The metatextual fortune cookie message (e.g. “Help! I’m being held hostage in a fortune cookie factory!”) is an obvious premise for a joke, indeed one so omnipresent that it has transitioned into the realm of urban legend. Babak Jalali’s Fremont takes this as a jumping off point and, though he does apply some of the whimsy that genesis suggests, he manages equally to examine the corridor of apocrypha with a disarming earnestness. The film follows Donya (Anaita Wali Zada), an Afghan refugee working in a fortune cookie factory. Fremont takes a lackadaisical approach to plot: the moment functioning as the premise, in which Donya sends out a message in a fortune cookie, doesn’t occur until the middle of the film and has largely incidental consequences. But in exploring Donya’s relations with her coworkers, bosses, and Afghan neighbors, Jalali creates an affecting portrait.

Fremont’s black-and-white photography points less toward any sort of nostalgia for Hollywood classicism than it does to the early films of Jim Jarmusch or Aki Kaurismäki. Each shot is precise, but they seem to communicate the energy of the individual moment more than contribute anything to the editing flow. Shot/reverse shots with wildly varying distances and isolated zooms lead to some disorientation, but it’s not an entirely displeasing effect. Eventually, it begins to feel of a piece with the film’s lightly stilted dialogue, which takes on a slightly more familiar form aligned with the more tasteful end of the indie quirk spectrum.

Where the film really takes off is in its performances.
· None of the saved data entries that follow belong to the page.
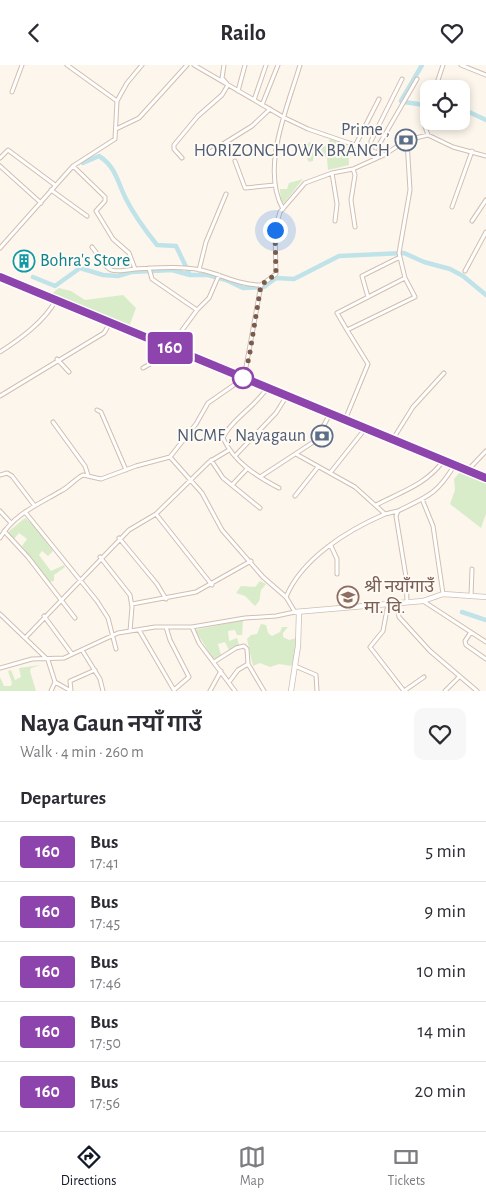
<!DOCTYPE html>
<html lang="en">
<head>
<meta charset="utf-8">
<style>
  :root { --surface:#fff; --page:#f7f7f7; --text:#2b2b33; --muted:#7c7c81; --line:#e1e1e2; --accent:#111827 }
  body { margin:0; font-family:"Alegreya Sans","Noto Sans Devanagari",sans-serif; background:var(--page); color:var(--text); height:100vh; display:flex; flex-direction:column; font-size:19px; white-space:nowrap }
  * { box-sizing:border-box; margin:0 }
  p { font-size:16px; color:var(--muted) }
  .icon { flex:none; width:28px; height:28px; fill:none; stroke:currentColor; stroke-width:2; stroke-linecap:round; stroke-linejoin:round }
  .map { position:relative; height:626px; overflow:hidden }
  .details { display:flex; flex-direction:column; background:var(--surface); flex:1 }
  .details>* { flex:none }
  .badge { padding:0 10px; border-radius:4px; font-size:18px; line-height:32px }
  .fabs { position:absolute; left:420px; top:15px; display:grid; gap:10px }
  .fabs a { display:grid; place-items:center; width:50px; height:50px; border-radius:10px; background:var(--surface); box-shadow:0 2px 8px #0003; font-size:25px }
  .you { position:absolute; width:25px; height:25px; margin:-12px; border:4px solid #fff; border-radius:50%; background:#1a73e8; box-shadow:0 0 0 8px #1a73e833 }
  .map>.badge { position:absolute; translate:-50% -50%; box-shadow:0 0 0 2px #fff }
  h2 { padding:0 20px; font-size:19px; line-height:45px }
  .round { display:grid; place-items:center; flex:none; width:52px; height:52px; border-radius:10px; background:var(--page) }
  .summary { display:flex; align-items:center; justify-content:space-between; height:85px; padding:0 20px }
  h1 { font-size:24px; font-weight:600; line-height:38px }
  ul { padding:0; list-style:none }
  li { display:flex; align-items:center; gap:15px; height:60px; padding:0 20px; border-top:1px solid var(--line) }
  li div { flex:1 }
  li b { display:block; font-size:19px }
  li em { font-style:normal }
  li .badge { min-width:55px; font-weight:700; text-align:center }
  header { display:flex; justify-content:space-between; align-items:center; height:65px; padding:0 20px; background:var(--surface); font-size:22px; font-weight:600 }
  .dock { display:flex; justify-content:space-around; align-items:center; height:70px; border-top:1px solid var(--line); background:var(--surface); font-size:14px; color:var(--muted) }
  .dock a { display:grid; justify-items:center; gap:2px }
  .dock .selected { color:var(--accent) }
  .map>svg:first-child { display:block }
  .green { fill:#d8ecc9 }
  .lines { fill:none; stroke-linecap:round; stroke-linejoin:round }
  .canal { stroke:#bfe3e8; stroke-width:4.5 }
  .minor-casing { stroke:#d1beb0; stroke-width:5 }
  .tertiary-casing { stroke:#d1beb0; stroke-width:6 }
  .trunk-casing { stroke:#dad1cd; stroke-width:8 }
  .minor { stroke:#fff; stroke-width:3 }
  .tertiary { stroke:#fff; stroke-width:4.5 }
  .trunk { stroke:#f9c8a4; stroke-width:5.5 }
  .line-casing { stroke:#fff; stroke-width:11 }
  .line { stroke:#8e44ad; stroke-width:8 }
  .walk { stroke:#7a5c4d; stroke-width:5; stroke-dasharray:0 9 }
  .stop-dot { fill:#fff; stroke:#8e44ad; stroke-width:2.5 }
  .labels { text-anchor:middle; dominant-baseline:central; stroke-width:4; stroke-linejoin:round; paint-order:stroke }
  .service-label { font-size:18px; fill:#4e5e75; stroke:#fffaf3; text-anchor:end }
  .culture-label { font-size:18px; fill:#0d838f; stroke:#fffaf3; text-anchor:start }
  .education-label { font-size:18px; fill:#785e54; stroke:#fffaf3; text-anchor:start }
</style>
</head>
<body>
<header><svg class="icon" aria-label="back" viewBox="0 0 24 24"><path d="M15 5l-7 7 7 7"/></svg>Railo<svg class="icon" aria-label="heart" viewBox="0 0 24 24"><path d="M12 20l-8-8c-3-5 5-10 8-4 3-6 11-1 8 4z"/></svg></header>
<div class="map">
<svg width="486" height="626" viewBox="0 0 486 626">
  <rect width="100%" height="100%" fill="#fdf6ec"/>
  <path class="green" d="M330 74 348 81 349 100 328 105 327 93 321 90 314 89 313 96 309 97 304 88H297L295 81H305L310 77 327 82Z
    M303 114 284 138 281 137 280 124H287L289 118Z
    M59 223 71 226 85 235 123 230 136 243 129 262 113 258 50 230Z
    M460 407 486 418V449L481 463 450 439 455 425 454 414Z
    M25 453 34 460 53 486 48 491 42 486 39 490 51 506 64 500 65 502 54 510V516L49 517 22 481 27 474 19 468 14 474 8 467Z
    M260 516 266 519 261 525C259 533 262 534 255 541L245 531 236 528 241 521 255 522Z
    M243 555 242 570H237L235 565 228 566 229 576 237 573 239 580 229 585 225 577 218 579 221 590 214 595 195 565Z
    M261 559 266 560 268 568 272 571 280 567 282 562H288L283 568V572L289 575 297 573 295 596 291 601 279 599 270 602 260 598 253 601 247 574 251 570 257 569Z
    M41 600 31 603 30 606 36 626H0V612L4 621H11L12 618 8 606 11 605 15 615 21 612 19 603Z"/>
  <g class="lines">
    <path class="canal" d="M401 36 422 0
      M404 37 425 40
      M461 46 469 47 486 55
      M83 98 99 91C116 102 117 116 126 134 134 150 145 165 157 180L176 181 190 210
      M33 212 55 221 80 203 103 210 118 211 131 207 172 205 190 210H208L226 215 243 223 264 222 276 213 294 214 339 191 404 188 424 197 450 204 463 211 486 230
      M462 547 486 555"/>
    <g class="minor-casing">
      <path id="minor" d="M67 0 117 36
        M194 0 285 53 308 64 384 90 379 85 380 78 417 14
        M461 0 486 10
        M435 24 443 0
        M238 26 245 0
        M12 27 22 0
        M254 35 266 0
        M262 40 278 0
        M116 64 139 53 187 0
        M428 70 423 56 429 40
        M355 81 379 34
        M371 85V76L402 14
        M210 87 252 61 270 44
        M0 93 8 85 55 120
        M182 93 174 84V80L198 51 222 30 228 20 222 13 224 0
        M235 96 245 123 275 120
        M0 101 41 138
        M73 101 105 132V136L96 146 113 174 129 188 135 204C157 203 180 201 201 205 223 210 239 220 261 220
        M353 104 355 110 351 135 355 162
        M332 108 337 139 335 156
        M51 125 87 151
        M452 142 472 86
        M283 144C260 103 288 41 300 0
        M472 156 486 135
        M92 182C110 205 104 209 135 204
        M0 183 73 101 115 74 117 36 127 18 142 0
        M149 203 152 214 197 245
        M199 205 206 177 226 129
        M465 206 486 167
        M368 232 362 211 400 192
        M347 265 337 248 405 213
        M0 287C20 274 44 257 56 235
        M57 294 69 307
        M143 303 157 295 169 283 197 245 209 233 219 210
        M267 323C256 341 231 355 223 373 234 397 256 411 279 423
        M0 331 104 268 110 258
        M97 345 101 347 126 405
        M345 355 368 299 347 265 415 232 405 213 399 188 410 125 407 76
        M53 357 85 401 88 410
        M393 374 413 342 444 308
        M296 389 355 422 385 449 398 446
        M235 391 276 348 286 332
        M211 395 223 413 260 443
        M468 405 486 386
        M330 408 365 364
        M0 410 7 408 12 411 34 440
        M260 412 315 376 330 349
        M232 420 247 404
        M295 431 318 402
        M422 434 433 461 443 529
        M376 440C401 427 427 419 443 396
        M0 446 11 458
        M25 447 97 536 108 553 116 584
        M156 449 212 520
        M4 466 28 492 75 553
        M0 473C14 449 39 439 61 426 69 422 75 414 83 410L101 414 136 401 170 392 196 359 208 338 244 313 261 220 276 209 275 165 280 147 305 118 332 108 353 104 384 90 407 75 428 70 453 82 486 91
        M119 473 157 519 166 534
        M331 481 337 494V509
        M100 492 130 530 132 542 130 566
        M471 531 472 504
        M286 532C302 493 348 465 385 449
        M423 536 486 577
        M407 537 406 512 396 451 398 446C428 431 436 430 454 401
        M397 538 399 552 430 586 477 626
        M132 539 196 527 251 496
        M388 539 383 566 370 582 404 626
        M0 549 48 595 55 617 51 626
        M44 551 72 589
        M166 562 170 575 189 612 174 625
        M192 562 199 578 235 626
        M139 565 174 625
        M471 567 465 576 466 580 486 594
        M26 572 129 465 156 449 209 397 229 385
        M82 585 100 614 103 626
        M214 597 236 583 244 581 247 584 248 599 264 626
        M295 601 316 610 317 626
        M0 603 32 594 64 593 118 568 155 562H192L245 553 276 551 295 547 286 532 263 512 222 465 202 428 170 392
        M55 617 71 626
        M229 617 238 605 248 599
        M71 626 70 616 95 605
        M210 626 221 606
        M404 626 424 612
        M445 626 459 612"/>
    </g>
    <g class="tertiary-casing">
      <path id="tertiary" d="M295 547 423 536 443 529 486 532
        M291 626 298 581 299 547"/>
    </g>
    <g class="trunk-casing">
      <path id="trunk" d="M0 212 486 413"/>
    </g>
    <use href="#minor" class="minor"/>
    <use href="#tertiary" class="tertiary"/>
    <use href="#trunk" class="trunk"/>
  </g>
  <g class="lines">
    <g class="line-casing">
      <path id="line" d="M0 212 486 413"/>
    </g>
    <use href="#line" class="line"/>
    <path class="walk" d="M243 313 249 293 261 220 276 209 275 165"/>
  </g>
  <defs>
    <g id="bank-ring" transform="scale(1.125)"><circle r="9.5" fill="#fffaf3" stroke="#5c6f8a" stroke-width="1.5"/><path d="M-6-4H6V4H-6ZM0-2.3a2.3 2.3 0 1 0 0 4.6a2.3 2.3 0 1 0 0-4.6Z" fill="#5c6f8a"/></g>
    <g id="building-ring" transform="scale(1.125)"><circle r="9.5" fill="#fffaf3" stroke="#0f9aa8" stroke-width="1.5"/><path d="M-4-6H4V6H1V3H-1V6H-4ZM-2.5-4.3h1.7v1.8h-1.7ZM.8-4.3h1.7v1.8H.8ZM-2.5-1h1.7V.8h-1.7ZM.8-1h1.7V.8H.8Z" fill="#0f9aa8"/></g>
    <g id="school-ring" transform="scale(1.125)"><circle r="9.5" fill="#fffaf3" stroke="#8d6e63" stroke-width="1.5"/><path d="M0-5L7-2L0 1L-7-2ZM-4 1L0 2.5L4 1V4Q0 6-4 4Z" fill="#8d6e63"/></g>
  </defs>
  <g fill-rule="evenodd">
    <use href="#bank-ring" x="406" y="75"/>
    <use href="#building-ring" x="24" y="196"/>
    <use href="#bank-ring" x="322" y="371"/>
    <use href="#school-ring" x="348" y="532"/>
  </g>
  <circle class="stop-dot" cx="243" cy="313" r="10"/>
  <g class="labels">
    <g class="service-label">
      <text x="390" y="65">Prime ,<tspan x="390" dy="21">HORIZONCHOWK BRANCH</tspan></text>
      <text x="306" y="371">NICMF , Nayagaun</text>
    </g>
    <g class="culture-label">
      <text x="40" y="196">Bohra's Store</text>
    </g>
    <g class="education-label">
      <text x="364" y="522">श्री नयाँगाउँ<tspan x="364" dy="21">मा. वि.</tspan></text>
    </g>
  </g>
</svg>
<div class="fabs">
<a><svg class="icon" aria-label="locate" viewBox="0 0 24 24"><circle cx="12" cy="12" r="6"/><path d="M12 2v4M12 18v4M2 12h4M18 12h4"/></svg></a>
</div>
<div class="you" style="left:275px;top:165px"></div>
<b class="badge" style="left:170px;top:283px;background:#8e44ad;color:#fff">160</b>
</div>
<section class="details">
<div class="summary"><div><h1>Naya Gaun नयाँ गाउँ</h1><p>Walk · 4 min · 260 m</p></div><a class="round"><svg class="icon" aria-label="heart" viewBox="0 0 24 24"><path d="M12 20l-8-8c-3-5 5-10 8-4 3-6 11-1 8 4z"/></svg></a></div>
<h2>Departures</h2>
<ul>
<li><span class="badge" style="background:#8e44ad;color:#fff">160</span><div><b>Bus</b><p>17:41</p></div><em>5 min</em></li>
<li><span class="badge" style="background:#8e44ad;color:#fff">160</span><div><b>Bus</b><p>17:45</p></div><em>9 min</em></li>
<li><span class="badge" style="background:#8e44ad;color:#fff">160</span><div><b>Bus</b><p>17:46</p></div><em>10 min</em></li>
<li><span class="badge" style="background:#8e44ad;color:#fff">160</span><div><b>Bus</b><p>17:50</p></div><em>14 min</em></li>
<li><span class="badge" style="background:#8e44ad;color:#fff">160</span><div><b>Bus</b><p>17:56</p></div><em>20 min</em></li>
</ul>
</section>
<nav class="dock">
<a class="selected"><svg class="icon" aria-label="directions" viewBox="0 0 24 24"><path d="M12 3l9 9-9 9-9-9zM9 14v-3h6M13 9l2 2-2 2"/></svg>Directions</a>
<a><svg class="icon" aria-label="map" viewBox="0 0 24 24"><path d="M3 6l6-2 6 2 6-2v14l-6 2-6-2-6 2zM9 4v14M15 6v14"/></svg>Map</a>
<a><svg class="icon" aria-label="tickets" viewBox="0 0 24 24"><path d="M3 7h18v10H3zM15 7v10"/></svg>Tickets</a>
</nav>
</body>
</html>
Specifically, two recognizable faces, Gregg Turkington (On Cinema) and Jeremy Allen White (The Bear), take on key supporting roles. Turkington plays a psychiatrist from whom Donya seeks a prescription for sleeping pills. His character initially appears to be a bureaucratic obstacle for Donya, as he refuses to let her take on the appointment of a neighbor uninterested in continuing treatment, and then becomes an absurdity: a psychiatrist who specializes in treating immigrants as a tribute to his idol — the title character of Jack London’s White Fang (who he is frequently eager to remind Donya is a wolf, not a dog). And though Turkington does indeed bring a delightfully specific comedic energy to the film, peaking in a bit of physical comedy where he attempts to open a fortune cookie package with his teeth, there’s a deep pathos in the tension between his character’s desire to help Donya and his myopia. When he finds out she has been promoted to writing the messages for the fortune cookies, he encourages her to use it as both a creative and therapeutic outlet. But when he tries the exercise himself, he is more proud of his own originality than he is capable of communicating the efficacy of the therapeutic process. White, meanwhile, appears in the film’s final stretch, and affects a similar tension in a simultaneous display of brooding movie star swagger and overwhelming loneliness.
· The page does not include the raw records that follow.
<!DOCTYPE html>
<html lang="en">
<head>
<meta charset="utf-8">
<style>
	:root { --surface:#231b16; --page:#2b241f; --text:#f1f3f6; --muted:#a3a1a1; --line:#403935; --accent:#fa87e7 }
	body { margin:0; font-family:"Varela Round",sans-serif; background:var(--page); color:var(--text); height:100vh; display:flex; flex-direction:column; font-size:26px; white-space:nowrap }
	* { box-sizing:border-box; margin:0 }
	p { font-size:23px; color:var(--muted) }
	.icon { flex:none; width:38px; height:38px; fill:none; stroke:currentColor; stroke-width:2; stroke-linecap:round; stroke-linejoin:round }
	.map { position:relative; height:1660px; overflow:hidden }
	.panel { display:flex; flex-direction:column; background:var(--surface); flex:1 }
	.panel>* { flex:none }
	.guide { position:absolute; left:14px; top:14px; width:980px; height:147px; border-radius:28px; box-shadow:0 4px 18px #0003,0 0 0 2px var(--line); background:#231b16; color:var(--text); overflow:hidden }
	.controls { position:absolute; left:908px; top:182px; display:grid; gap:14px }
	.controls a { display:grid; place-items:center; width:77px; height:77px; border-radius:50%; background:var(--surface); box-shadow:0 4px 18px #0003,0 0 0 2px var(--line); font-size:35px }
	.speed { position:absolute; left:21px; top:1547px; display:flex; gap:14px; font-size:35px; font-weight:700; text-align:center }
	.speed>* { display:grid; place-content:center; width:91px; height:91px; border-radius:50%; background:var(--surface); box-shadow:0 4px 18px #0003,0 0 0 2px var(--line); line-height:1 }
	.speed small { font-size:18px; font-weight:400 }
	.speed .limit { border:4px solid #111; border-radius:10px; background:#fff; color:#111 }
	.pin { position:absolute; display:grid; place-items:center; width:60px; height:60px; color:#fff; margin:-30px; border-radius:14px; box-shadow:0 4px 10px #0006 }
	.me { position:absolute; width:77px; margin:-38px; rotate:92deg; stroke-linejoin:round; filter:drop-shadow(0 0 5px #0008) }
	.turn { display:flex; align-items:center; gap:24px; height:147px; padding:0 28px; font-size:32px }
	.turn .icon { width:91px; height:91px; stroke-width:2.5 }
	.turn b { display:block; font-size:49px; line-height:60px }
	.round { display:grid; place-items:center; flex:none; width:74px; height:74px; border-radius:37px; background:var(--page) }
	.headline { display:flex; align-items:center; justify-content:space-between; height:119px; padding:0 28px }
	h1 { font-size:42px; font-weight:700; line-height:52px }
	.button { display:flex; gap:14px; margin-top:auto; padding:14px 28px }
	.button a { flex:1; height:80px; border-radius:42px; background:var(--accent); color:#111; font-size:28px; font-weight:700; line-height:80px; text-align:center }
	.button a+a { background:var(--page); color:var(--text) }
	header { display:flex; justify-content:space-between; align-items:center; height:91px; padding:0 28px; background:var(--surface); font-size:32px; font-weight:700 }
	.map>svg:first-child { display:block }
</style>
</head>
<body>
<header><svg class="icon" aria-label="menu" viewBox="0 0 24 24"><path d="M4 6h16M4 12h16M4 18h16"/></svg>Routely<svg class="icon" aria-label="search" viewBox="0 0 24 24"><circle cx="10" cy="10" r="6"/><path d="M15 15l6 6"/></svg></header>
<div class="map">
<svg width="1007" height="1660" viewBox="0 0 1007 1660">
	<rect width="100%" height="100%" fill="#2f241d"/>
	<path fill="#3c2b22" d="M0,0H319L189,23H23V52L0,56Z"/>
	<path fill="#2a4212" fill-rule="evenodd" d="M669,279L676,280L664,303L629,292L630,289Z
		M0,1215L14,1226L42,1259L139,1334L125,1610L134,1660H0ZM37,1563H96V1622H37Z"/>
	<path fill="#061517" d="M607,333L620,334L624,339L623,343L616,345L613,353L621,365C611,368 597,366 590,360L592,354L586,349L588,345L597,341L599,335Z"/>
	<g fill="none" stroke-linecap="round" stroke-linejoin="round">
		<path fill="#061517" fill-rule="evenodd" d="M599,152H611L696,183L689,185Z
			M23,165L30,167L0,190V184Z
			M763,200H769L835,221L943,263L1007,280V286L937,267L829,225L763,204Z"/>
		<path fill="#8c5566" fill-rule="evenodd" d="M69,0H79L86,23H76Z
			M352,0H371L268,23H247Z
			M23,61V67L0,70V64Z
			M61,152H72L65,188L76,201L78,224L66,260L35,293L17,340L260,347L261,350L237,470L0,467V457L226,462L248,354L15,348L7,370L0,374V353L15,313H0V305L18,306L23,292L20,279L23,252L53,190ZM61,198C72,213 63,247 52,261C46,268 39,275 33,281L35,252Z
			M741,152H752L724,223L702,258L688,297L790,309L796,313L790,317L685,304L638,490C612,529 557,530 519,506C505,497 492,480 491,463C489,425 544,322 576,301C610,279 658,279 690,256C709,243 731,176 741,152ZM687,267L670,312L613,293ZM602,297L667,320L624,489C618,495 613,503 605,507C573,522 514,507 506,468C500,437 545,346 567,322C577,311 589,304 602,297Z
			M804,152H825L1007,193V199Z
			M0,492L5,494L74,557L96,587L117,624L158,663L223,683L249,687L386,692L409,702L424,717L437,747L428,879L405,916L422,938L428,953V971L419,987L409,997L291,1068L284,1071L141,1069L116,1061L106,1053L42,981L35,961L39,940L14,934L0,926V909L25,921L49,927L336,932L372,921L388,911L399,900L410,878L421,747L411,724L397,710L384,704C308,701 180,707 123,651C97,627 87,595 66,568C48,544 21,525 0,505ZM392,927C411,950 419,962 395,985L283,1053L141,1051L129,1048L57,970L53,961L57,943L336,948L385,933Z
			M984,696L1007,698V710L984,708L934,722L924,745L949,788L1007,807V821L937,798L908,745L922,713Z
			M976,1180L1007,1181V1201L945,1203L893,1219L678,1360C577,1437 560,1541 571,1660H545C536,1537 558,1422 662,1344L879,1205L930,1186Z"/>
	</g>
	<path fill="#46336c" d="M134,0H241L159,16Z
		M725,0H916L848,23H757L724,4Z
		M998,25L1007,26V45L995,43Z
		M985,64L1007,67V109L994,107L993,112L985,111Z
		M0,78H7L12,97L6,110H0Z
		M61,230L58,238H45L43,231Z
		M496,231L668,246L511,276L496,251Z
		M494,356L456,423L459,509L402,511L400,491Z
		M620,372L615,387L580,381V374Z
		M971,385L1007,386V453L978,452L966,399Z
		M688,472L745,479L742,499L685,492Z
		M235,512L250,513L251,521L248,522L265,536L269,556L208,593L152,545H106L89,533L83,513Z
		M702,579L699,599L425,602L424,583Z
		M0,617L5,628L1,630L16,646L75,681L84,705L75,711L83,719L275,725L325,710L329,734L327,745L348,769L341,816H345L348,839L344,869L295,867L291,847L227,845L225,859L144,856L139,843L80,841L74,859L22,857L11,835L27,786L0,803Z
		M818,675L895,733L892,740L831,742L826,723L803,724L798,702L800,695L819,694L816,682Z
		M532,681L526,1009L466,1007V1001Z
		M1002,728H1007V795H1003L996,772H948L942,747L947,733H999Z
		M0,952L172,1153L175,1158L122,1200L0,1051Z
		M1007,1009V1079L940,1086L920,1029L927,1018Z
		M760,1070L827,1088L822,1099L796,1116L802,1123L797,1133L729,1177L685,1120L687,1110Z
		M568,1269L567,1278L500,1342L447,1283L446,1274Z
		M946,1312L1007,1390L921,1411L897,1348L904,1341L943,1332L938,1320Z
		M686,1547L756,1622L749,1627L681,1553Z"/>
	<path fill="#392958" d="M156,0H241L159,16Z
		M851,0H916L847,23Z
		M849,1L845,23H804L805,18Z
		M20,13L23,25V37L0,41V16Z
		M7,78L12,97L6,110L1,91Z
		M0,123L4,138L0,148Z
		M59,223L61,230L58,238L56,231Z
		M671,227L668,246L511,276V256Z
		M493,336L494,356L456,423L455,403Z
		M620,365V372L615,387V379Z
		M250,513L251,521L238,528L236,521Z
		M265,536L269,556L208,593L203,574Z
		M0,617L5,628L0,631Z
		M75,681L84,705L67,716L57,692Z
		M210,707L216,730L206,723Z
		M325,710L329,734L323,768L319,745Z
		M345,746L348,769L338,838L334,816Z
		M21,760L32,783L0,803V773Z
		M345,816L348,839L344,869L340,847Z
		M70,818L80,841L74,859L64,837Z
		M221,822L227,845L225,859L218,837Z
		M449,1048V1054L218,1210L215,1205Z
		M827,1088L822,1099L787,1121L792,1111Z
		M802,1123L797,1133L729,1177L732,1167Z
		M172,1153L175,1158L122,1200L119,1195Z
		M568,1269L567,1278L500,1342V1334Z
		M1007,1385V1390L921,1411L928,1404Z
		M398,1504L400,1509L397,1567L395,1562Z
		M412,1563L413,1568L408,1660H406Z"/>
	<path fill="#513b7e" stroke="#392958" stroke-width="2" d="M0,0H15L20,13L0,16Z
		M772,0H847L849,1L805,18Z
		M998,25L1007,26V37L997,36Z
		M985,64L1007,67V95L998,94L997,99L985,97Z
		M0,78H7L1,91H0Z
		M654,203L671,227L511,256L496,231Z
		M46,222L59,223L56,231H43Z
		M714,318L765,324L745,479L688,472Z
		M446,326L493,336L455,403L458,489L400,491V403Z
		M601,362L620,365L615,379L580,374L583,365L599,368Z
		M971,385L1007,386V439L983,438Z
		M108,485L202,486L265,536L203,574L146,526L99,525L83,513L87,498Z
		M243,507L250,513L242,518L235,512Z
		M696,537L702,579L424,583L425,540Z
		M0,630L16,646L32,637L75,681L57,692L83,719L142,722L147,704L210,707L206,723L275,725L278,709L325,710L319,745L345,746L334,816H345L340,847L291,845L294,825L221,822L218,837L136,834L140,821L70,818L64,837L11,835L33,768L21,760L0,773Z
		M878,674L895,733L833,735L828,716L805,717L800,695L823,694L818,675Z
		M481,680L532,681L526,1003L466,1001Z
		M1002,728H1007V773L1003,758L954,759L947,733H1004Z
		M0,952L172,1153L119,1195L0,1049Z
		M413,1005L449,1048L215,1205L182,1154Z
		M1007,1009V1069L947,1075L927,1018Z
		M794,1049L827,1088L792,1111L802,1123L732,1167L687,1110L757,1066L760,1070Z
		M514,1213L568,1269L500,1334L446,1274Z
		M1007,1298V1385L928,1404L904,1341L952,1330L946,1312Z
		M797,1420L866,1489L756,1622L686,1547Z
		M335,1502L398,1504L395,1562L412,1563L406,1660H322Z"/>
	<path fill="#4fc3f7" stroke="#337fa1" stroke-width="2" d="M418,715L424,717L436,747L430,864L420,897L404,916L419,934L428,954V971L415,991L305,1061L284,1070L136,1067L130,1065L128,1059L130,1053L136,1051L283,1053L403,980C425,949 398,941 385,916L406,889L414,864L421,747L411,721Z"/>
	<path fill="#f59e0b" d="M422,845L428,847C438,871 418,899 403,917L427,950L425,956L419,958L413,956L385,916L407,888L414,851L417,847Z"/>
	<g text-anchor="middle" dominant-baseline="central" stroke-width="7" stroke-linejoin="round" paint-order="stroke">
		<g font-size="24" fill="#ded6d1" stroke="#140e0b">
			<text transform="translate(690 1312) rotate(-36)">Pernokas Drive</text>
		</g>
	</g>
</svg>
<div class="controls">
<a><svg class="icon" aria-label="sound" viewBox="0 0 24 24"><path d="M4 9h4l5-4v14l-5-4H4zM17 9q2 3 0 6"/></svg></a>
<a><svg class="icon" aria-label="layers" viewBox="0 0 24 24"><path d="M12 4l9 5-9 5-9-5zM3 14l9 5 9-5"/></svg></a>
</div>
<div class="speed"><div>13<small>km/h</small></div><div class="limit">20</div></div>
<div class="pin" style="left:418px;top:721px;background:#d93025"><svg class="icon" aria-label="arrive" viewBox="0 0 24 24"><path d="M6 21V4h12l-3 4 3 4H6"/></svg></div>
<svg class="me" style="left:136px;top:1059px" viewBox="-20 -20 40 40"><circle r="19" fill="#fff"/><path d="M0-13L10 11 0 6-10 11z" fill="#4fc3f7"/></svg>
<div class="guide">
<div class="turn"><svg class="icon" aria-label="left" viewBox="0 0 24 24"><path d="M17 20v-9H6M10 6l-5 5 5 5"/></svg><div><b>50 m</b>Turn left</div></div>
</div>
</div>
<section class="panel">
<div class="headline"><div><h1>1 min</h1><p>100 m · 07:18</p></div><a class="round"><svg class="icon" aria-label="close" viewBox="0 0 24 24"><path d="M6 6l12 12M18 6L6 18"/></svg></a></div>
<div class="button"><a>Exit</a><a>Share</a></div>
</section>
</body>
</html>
Jalali has frequently worked with non-professional actors, and in the lead Zada is generally on the reactive end of scenes. She grounds the performances of Turkington and White, as well as other first-time actors with more colorful characters. Zada is herself an Afghan refugee, and the film is certainly more glaringly topical than most of its low-key indie progenitors. It’s never didactic in its messaging, but neither is the political content cordoned off to the realm of extraneous subtext. And it’s this, the way that Jalali imbues the politics of film’s content into the essential conception and construction of the film, that makes a project that is already quite charming feel consequential, all without ever engaging in self-congratulation.

DIRECTOR: Babak Jalali;  CAST: Anaita Wali Zada, Jeremy Allen White, Gregg Turkington;  DISTRIBUTOR: Music Box Films;  IN THEATERS: August 25;  RUNTIME: 1 hr. 28 min.